If necessary, results can be unpacked from an instance of Histogramnd : histogram, weighted histogram, bins edge.

Example :

histo, w_histo, edges = Histogramnd(sample, histo_range, n_bins, weights)
accumulate(sample, weights=None, weight_min=None, weight_max=None)[source]

Computes the multidimensional histogram of some data and accumulates it into the histogram held by this instance of Histogramnd.

Parameters:
  • sample (numpy.array) –

    The data to be histogrammed. Its shape must be either (N,) if it contains one dimensional coordinates, or an (N,D) array where the rows are the coordinates of points in a D dimensional space. The following dtypes are supported : numpy.float64, numpy.float32, numpy.int32.

    Warning

    if sample is not a C_CONTIGUOUS ndarray (e.g : a non contiguous slice) then histogramnd will have to do make an internal copy.

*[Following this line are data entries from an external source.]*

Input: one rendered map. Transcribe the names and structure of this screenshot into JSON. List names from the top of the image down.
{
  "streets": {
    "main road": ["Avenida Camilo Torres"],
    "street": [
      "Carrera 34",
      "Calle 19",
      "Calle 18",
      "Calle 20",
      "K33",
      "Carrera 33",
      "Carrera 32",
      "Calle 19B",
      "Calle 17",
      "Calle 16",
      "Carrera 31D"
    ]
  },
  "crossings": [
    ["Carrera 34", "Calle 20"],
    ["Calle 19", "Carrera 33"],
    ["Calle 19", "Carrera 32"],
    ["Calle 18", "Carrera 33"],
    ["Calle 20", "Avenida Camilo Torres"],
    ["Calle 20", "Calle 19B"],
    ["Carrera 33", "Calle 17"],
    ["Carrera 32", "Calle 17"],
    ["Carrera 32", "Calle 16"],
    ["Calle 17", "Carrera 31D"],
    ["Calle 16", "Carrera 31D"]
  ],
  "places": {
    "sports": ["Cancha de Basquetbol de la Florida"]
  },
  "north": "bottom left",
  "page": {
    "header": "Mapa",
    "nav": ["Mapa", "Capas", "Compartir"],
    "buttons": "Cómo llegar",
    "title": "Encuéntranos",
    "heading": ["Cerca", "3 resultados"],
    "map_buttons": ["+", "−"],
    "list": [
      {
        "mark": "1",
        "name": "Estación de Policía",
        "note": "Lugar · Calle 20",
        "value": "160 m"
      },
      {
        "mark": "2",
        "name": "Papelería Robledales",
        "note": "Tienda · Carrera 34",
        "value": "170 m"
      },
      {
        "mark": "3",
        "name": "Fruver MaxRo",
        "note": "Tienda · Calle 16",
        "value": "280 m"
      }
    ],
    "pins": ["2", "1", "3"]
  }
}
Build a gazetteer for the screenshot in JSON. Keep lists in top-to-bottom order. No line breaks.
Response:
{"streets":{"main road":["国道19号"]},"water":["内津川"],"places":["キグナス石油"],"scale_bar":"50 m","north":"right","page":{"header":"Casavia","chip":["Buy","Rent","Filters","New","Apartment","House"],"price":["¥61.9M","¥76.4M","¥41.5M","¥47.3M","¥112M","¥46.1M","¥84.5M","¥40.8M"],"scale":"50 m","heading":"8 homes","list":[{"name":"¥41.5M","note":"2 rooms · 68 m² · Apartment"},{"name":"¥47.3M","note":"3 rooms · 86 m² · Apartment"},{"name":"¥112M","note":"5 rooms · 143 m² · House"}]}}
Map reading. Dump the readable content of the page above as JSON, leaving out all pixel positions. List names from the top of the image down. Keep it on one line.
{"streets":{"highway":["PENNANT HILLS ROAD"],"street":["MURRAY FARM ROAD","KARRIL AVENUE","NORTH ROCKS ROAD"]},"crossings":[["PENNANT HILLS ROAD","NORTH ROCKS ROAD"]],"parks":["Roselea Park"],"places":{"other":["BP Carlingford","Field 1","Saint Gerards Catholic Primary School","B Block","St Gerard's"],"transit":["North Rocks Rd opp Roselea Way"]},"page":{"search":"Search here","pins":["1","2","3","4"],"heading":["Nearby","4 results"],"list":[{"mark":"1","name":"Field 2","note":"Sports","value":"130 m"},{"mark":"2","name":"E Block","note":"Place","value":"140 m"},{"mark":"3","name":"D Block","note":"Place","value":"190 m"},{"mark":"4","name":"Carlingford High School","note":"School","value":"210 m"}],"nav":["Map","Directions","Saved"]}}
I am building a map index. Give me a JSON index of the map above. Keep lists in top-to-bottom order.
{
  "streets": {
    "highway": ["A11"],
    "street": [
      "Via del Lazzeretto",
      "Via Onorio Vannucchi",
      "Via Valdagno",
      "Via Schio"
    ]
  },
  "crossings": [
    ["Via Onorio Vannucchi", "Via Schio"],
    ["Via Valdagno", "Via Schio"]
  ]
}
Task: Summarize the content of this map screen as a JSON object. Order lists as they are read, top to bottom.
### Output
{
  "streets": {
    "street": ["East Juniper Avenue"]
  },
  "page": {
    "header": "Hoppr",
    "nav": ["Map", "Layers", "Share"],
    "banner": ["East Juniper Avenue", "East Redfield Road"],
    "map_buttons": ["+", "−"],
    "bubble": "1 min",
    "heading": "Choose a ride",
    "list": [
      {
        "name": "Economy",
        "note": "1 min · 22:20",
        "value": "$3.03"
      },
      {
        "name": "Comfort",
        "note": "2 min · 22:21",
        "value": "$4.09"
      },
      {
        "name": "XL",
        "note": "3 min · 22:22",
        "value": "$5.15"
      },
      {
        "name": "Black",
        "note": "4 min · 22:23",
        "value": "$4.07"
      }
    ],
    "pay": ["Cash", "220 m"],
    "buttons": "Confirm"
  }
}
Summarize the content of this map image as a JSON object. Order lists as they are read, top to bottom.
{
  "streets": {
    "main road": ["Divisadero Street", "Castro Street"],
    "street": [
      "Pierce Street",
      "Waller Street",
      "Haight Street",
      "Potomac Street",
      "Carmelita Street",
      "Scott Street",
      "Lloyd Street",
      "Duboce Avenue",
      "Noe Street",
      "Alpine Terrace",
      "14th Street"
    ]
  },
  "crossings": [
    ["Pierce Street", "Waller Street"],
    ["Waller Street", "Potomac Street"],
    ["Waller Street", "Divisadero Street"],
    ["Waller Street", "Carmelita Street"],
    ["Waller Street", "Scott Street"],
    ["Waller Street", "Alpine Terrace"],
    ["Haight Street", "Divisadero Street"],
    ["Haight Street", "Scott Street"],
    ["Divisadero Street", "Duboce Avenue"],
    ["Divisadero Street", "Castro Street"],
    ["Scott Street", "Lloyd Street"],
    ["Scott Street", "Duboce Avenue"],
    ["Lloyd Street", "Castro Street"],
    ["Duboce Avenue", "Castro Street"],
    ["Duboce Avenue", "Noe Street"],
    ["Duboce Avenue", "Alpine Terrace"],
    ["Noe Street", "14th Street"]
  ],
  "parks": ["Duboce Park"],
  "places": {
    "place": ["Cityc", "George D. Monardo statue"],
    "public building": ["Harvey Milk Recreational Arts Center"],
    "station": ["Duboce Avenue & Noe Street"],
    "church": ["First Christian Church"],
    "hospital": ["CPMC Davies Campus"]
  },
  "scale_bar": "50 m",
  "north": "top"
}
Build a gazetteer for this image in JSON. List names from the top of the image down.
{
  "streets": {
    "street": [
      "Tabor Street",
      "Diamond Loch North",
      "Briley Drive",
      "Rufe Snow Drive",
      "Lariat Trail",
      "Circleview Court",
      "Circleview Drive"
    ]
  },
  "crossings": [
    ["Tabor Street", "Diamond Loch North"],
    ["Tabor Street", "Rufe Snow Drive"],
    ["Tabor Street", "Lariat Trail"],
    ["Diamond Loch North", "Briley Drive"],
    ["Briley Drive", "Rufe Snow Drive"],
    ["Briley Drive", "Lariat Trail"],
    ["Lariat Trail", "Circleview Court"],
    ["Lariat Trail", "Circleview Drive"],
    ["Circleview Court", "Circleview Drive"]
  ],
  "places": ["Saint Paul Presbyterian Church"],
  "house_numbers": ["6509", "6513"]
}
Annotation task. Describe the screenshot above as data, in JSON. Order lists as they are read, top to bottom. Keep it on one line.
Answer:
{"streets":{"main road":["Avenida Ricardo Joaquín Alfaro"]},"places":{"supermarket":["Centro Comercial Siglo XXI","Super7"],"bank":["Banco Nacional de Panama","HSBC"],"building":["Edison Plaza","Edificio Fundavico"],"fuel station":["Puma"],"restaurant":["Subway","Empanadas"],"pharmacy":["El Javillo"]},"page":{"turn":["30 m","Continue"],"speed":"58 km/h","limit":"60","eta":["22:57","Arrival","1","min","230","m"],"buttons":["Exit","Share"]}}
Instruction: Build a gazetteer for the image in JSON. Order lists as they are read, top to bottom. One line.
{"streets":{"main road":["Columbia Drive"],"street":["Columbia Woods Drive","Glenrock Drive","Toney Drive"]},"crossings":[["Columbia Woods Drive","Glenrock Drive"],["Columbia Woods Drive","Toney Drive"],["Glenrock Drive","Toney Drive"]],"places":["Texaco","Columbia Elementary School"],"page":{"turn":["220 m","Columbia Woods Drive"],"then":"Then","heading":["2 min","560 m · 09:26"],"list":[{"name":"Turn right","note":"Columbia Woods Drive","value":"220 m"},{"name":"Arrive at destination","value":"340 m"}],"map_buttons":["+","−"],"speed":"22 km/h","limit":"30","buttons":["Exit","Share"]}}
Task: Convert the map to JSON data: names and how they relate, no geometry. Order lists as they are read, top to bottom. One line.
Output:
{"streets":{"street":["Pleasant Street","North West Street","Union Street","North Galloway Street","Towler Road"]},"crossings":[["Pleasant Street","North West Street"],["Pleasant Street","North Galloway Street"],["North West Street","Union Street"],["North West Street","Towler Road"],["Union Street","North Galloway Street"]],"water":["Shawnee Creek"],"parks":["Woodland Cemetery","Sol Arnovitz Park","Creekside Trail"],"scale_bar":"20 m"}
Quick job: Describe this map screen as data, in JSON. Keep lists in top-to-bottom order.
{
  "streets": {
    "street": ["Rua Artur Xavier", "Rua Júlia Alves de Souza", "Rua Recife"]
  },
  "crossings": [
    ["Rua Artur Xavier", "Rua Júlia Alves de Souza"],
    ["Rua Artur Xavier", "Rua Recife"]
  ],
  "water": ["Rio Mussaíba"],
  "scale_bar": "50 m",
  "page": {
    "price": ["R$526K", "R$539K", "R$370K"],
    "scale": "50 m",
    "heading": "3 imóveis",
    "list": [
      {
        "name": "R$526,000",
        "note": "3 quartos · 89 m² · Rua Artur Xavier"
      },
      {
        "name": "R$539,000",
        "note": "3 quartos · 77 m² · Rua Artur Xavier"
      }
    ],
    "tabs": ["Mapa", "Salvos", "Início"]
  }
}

  • weights (optional, numpy.array) –

    A N elements numpy array of values associated with each sample. The values of the weighted_histo array returned by the function are equal to the sum of the weights associated with the samples falling into each bin. The following dtypes are supported : numpy.float64, numpy.float32, numpy.int32.

    Note

    If None, the weighted histogram returned will be None.

  • weight_min (optional, scalar) –

    Use this parameter to filter out all samples whose weights are lower than this value.

    Note

    This value will be cast to the same type as weights.

  • weight_max (optional, scalar) –

    Use this parameter to filter out all samples whose weights are higher than this value.

    Note

    This value will be cast to the same type as weights.

histo

Histogram array, or None if this instance was initialized without <sample> and accumulate has not been called yet.

Note

this is a reference to the array store in this Histogramnd instance, use with caution.

weighted_histo

Weighted Histogram, or None if this instance was initialized without <sample>, or no weights have been passed to __init__ nor accumulate.

Note

this is a reference to the array store in this Histogramnd instance, use with caution.

edges

Bins edges, or None if this instance was initialized without <sample> and accumulate has not been called yet.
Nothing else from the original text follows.